Data Analytics #06
Assessing Feasibility of Analytical Solution
Hello!!
hope you enjoyed our previous newsletter of “Data Insight to Decision” and how it helps in future of predictive data analytics. Where we have discussed how we are converting a business problem into an analytics solution with case study: Let’s continue to our previous discussion with new topic “Assessing Feasibility of Analytical Solution”.
2.2 Assessing Feasibility of Analytical Solution:
Once the set of candidate analytical solution that address a business problem defined, the next task is to evaluate the feasibility of each solution. This involves considering the following questions:
whether the data needed for the solution exists within the organization or can be sourced externally?
Consider whether data collection mechanisms (e.g., sensors, APIs, or manual entry) can be implemented. Also, evaluate the time, cost, and legal or ethical considerations of data acquisition.
whether the organization has the infrastructure, processes, and skills necessary to integrate and operationalize the insights from the solution?
Let’s discuss first issue affecting the feasibility of an analytics solution. In general, evaluating the feasibility of an analytics solution in terms of its data requirements involves aligning the following issues with the requirements of analytics solution:
The key objects in the company’s data model and the data available regarding them. For example, in a bricks-and-mortar retail scenario, the key objects are likely to be customers, products, sales, suppliers, stores, and staff. In an insurance scenario, the key objects are likely to be policyholders, policies, claims, policy applications, investigations, brokers, members, investigators, and payments.
The connections that exist between key objects in the data model. For example, in a banking scenario is it possible to connect the multiple accounts that a single customer might own? Similarly, in an insurance scenario is it possible to connect the information from a policy application with the details (e.g., claims, payments, etc.) of the resulting policy itself?
The granularity of the data that the business has available. In a bricks-and-mortar retail scenario, data on sales might only be stored as a total number of sales per product type per day, rather than as individual items sold to individual customers.
The volume of data involved. The amount of data that is available to an analytics project is important because (a) some modern datasets are so large that they can challenge even the most advance machine learning tools; and (b) conversely, very small datasets can limit our ability to evaluate the expected performance of a model after deployment.

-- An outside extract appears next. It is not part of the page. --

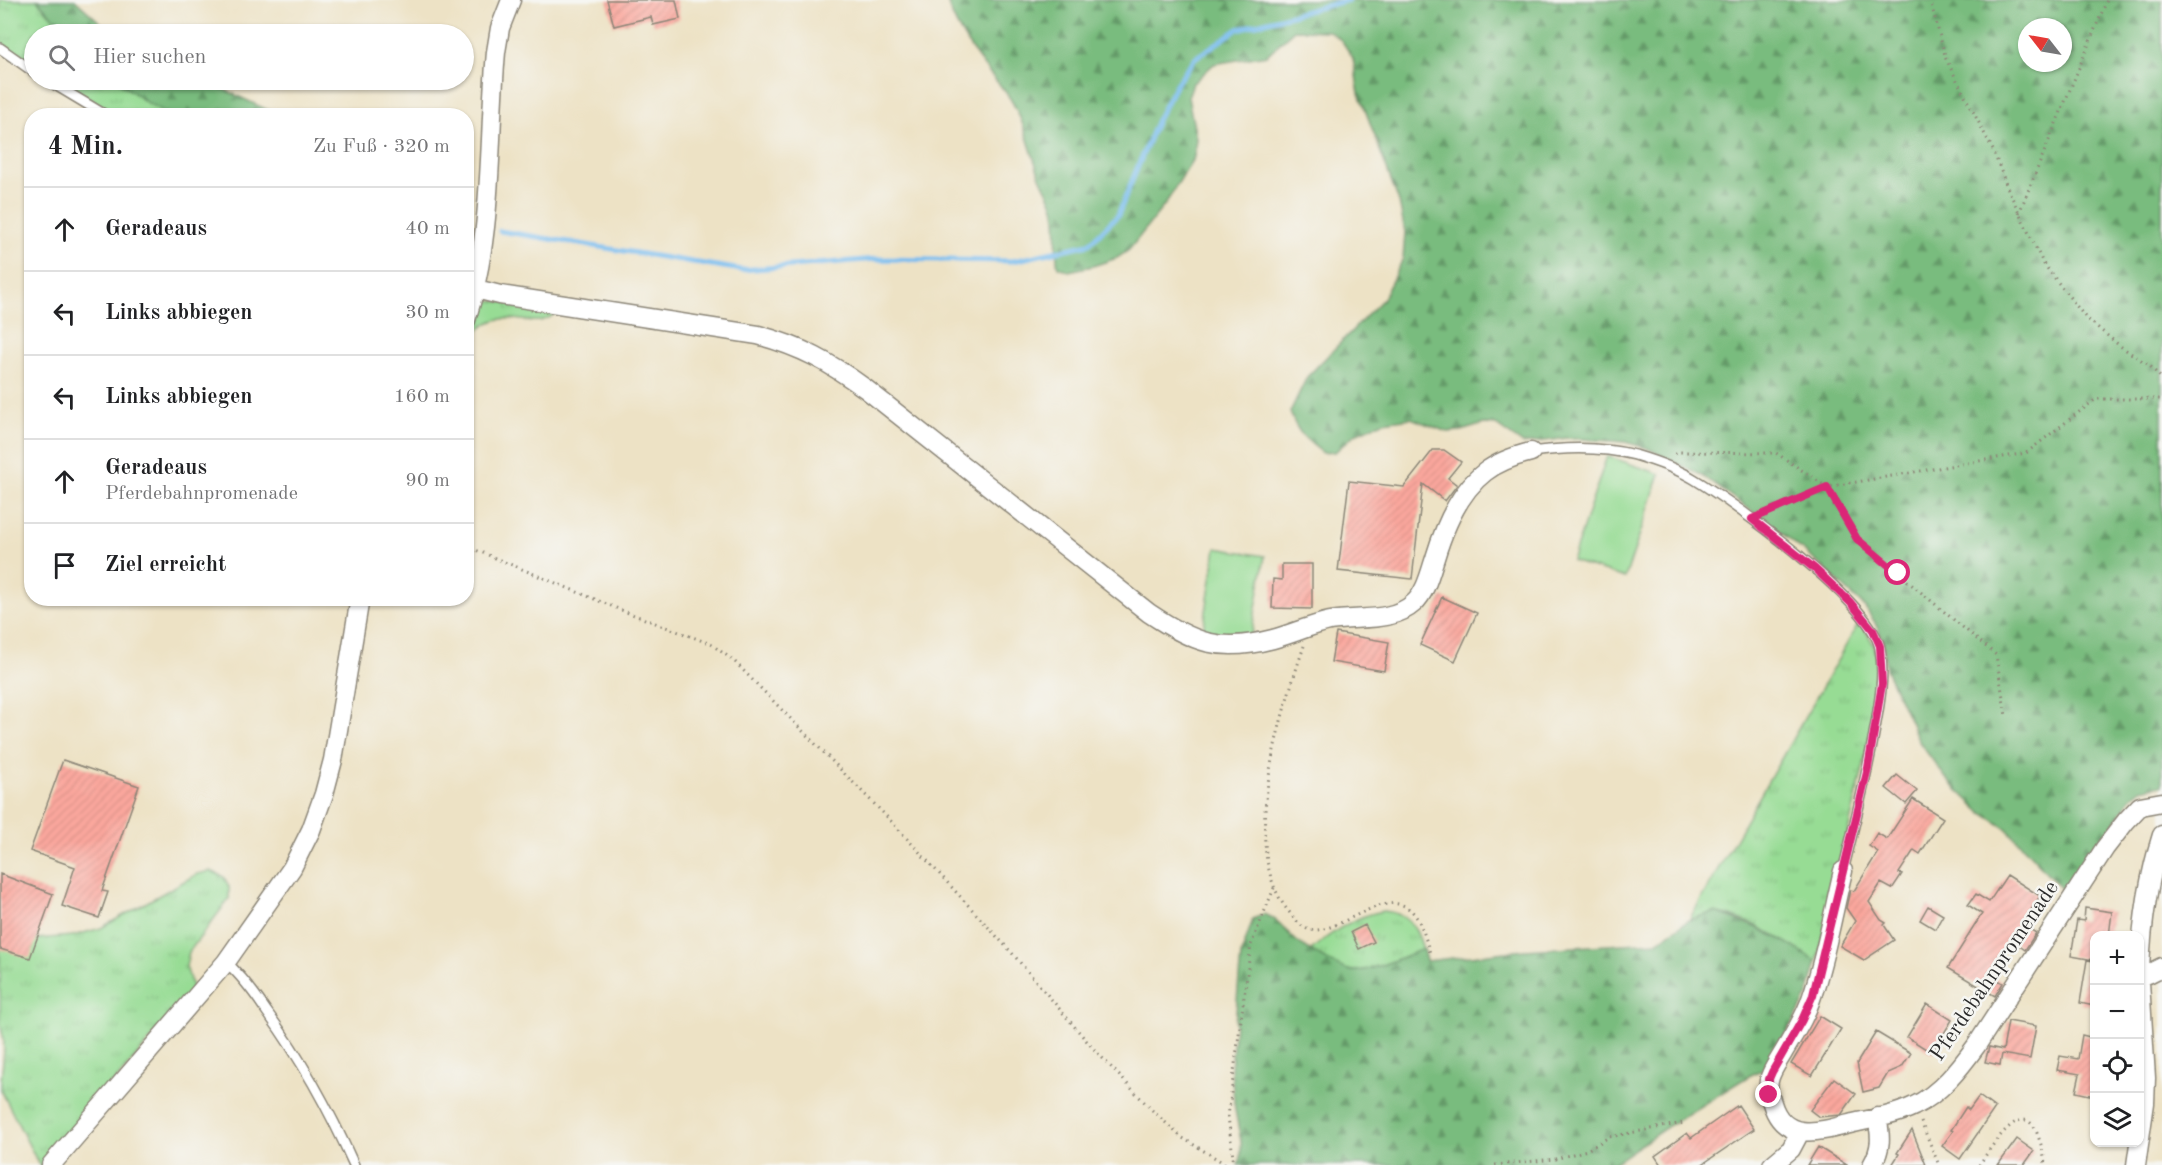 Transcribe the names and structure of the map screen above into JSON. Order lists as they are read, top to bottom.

The time horizon for which data is available. It is important that the data available covers the period required for the analytics solution. For example, in an online gaming scenario, it might be possible to find out every customer’s account balance today but utterly impossible to find out what their balance was last month, or even yesterday.
The second and third issue affecting feasibility of analytics solution are:
When choosing a predictive analytics solution, it’s important to consider if the business can easily use the insights it provides without making major changes to its current processes. If a solution requires big changes, the business may not be ready for it, no matter how good the solution is.
The analytics practitioner first evaluates which solutions are realistic based on available data and the business’s ability to use them. After narrowing down the options, the business and the practitioner set clear goals for success, like how accurate the model needs to be or how it will impact the business, before moving forward with implementation.
Case Study: Motor Insurance Fraud
Returning to the motor insurance fraud detection case study, below we evaluate the feasibility of each proposed analytics solution in terms of data and business capacity requirements.
[Claim prediction] Data Requirements: This solution would require that a large collection of historical claims marked as fraudulent and non-fraudulent exist. Similarly, the details of each claim, the related policy, and the related claimant would need to be avail able. Capacity Requirements: Given that the insurance company already has a claims investigation team, the main requirements would be that a mechanism could be put in place to inform claims investigators that some claims were prioritized above others. This would also require that information about claims become available in a suitably timely manner so that the claims investigation process would not be delayed by the model.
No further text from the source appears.